O último ensino faz do nó uma escrita desenganchada da palavra. Mas a escrita sempre esteve presente para Lacan. Em “Escritos inspirados: esquizografia”,[x] os autores partem do conceito de “esquizofasia” para assinalar que em alguns casos ela só se manifesta na linguagem escrita. A concepção de déficit aparece claramente explicitada: quando o pensamento é pobre, o automatismo supre o déficit e é julgado como válido porque apela para uma emoção. Contudo, estabelece-se a relação com o surrealismo e o reconhecimento do valor poético de certos escritos. No panorama da concepção deficitária se inscreve um ‘a mais’ de criatividade. Essa será a linha que Lacan seguirá em sua tese. De fato, no caso Aimée, ele analisa seus escritos e concede a eles um valor clínico que permitiria estudar as relações do delírio com a personalidade e, neste caso, um valor literário reconhecido que se extingue posteriormente.
Na análise do texto de Schreber, Lacan confere um caráter de testemunho que se aproxima, por seu rigor, ao discurso científico, enquanto no texto de Wittgenstein localiza a ferocidade psicótica. Assinala que foi notável a universidade inglesa ter dado a ele um lugar a parte, isolado, que lhe permitia voltar e prosseguir “esse discurso implacável”[xi] para salvar a verdade.
A leitura de Joyce feita por Lacan é fundamental. Em Joyce, ele assinala que sua escrita teria a função de sintoma, no sentido borromeano, ao enodar os registros real, simbólico e imaginário com um quarto elo. O uso da escrita expressa sua singularidade sintomática até o ponto de produzir o ilegível. O estilo de Joyce com a escrita faz com que se desarticule a língua inglesa, ele a tritura. Essa escrita tem por função corrigir o erro de seu nó, fazer um Ego com ele e manter uma relação muito particular com a própria imagem. Isso coloca sua dificuldade com o imaginário e faz com que real e simbólico entrem em coalescência.
Joyce dá à língua um uso distinto do ordinário. Por meio da escrita, decompõe a palavra. Lacan abre a questão sobre se se trata de se liberar do fenômeno palavreiro ou se deixar invadir por propriedades fonemáticas.
A função do escrito como operação sobre o gozo põe em primeiro plano a questão do estilo, para a qual Lacan teve uma sensibilidade desde sempre, com seu trabalho sobre o problema do estilo e as formas paranoicas da experiência.
Os casos fora do discurso são os que mostram que, embora a linguagem seja uma defesa que se pode utilizar de diferentes maneiras, o discurso permite o laço social e ajuda com um certo saber fazer que dá uma aparência normalizada.

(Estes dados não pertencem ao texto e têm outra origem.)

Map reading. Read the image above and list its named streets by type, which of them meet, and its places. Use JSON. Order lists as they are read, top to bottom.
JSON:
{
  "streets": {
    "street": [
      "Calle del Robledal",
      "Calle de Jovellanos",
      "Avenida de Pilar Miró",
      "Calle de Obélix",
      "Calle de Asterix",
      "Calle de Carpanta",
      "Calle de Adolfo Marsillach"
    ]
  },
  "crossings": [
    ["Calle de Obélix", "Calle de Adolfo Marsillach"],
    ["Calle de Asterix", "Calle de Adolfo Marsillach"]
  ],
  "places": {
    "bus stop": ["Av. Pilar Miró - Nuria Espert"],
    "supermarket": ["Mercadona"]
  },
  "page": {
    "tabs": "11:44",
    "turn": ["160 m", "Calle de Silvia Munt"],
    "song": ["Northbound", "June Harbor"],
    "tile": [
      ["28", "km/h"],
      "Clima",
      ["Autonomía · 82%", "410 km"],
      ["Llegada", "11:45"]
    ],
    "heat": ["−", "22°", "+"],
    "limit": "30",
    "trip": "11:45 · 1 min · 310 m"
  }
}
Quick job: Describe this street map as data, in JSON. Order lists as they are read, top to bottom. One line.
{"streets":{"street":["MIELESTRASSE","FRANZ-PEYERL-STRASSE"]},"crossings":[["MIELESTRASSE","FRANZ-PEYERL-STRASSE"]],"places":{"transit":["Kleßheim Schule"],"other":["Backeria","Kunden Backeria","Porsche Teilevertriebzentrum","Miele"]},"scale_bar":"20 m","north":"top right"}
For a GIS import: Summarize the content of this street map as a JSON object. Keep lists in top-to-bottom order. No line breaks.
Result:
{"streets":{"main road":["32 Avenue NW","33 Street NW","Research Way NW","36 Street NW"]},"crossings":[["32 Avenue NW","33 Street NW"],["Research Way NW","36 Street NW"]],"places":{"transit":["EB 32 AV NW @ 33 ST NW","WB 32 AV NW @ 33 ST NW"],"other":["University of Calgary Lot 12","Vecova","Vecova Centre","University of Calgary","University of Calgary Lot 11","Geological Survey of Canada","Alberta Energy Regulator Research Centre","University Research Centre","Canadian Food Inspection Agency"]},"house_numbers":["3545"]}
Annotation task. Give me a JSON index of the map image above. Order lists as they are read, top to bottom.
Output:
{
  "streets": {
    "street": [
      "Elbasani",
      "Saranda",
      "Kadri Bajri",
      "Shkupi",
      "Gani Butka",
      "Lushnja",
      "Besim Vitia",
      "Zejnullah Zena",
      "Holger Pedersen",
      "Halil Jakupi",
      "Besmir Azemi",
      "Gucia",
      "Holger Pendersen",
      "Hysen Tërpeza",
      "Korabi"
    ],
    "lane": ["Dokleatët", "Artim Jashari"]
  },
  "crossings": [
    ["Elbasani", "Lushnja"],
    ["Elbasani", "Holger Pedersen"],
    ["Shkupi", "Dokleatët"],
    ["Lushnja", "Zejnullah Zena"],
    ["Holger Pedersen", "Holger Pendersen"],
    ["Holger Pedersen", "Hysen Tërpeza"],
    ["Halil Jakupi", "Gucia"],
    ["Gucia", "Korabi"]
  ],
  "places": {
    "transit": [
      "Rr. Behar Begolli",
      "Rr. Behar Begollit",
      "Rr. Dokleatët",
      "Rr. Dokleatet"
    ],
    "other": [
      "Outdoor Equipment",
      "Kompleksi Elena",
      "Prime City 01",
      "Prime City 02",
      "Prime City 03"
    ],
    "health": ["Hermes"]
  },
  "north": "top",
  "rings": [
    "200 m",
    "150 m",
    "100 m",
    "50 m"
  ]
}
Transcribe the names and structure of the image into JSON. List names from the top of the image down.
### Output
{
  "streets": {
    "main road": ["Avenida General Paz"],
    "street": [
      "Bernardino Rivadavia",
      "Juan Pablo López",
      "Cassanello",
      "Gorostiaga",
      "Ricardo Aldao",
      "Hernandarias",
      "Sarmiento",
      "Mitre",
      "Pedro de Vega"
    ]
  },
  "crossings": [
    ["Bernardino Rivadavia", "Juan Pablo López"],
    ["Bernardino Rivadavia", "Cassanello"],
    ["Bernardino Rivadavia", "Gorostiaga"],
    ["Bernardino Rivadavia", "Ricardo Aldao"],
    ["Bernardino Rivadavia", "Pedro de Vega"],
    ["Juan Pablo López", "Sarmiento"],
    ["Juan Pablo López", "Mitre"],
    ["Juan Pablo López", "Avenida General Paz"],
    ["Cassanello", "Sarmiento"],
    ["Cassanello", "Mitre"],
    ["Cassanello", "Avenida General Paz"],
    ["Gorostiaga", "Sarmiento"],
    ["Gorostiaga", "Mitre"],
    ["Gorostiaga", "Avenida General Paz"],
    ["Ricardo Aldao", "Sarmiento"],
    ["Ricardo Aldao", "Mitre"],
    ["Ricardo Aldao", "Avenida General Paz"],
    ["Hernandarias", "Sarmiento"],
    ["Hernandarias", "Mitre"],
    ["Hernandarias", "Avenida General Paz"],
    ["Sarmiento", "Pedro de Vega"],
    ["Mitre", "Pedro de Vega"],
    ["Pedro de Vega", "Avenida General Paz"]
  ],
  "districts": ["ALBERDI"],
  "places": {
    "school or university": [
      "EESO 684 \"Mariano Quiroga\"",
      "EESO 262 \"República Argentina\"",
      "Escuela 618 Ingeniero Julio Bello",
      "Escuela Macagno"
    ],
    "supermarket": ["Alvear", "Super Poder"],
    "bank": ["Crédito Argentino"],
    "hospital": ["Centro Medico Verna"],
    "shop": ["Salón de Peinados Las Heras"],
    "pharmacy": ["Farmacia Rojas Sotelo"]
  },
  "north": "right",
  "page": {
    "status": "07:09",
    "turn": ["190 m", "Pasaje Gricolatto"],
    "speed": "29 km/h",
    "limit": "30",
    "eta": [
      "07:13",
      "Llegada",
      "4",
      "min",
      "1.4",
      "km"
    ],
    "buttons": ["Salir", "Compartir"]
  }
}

Esta nova partição reatualiza o que foi proposto por Lacan desde o princípio: a relação da singularidade do uso da língua com o vínculo social que implica o discurso comum. Deste modo, aparece a ideia de que todo mundo delira, porém, e seguindo Lacan, trata-se sempre de ver a “economia do discurso” e os efeitos criadores e de invenção para manter a tensão entre esses dois aspectos.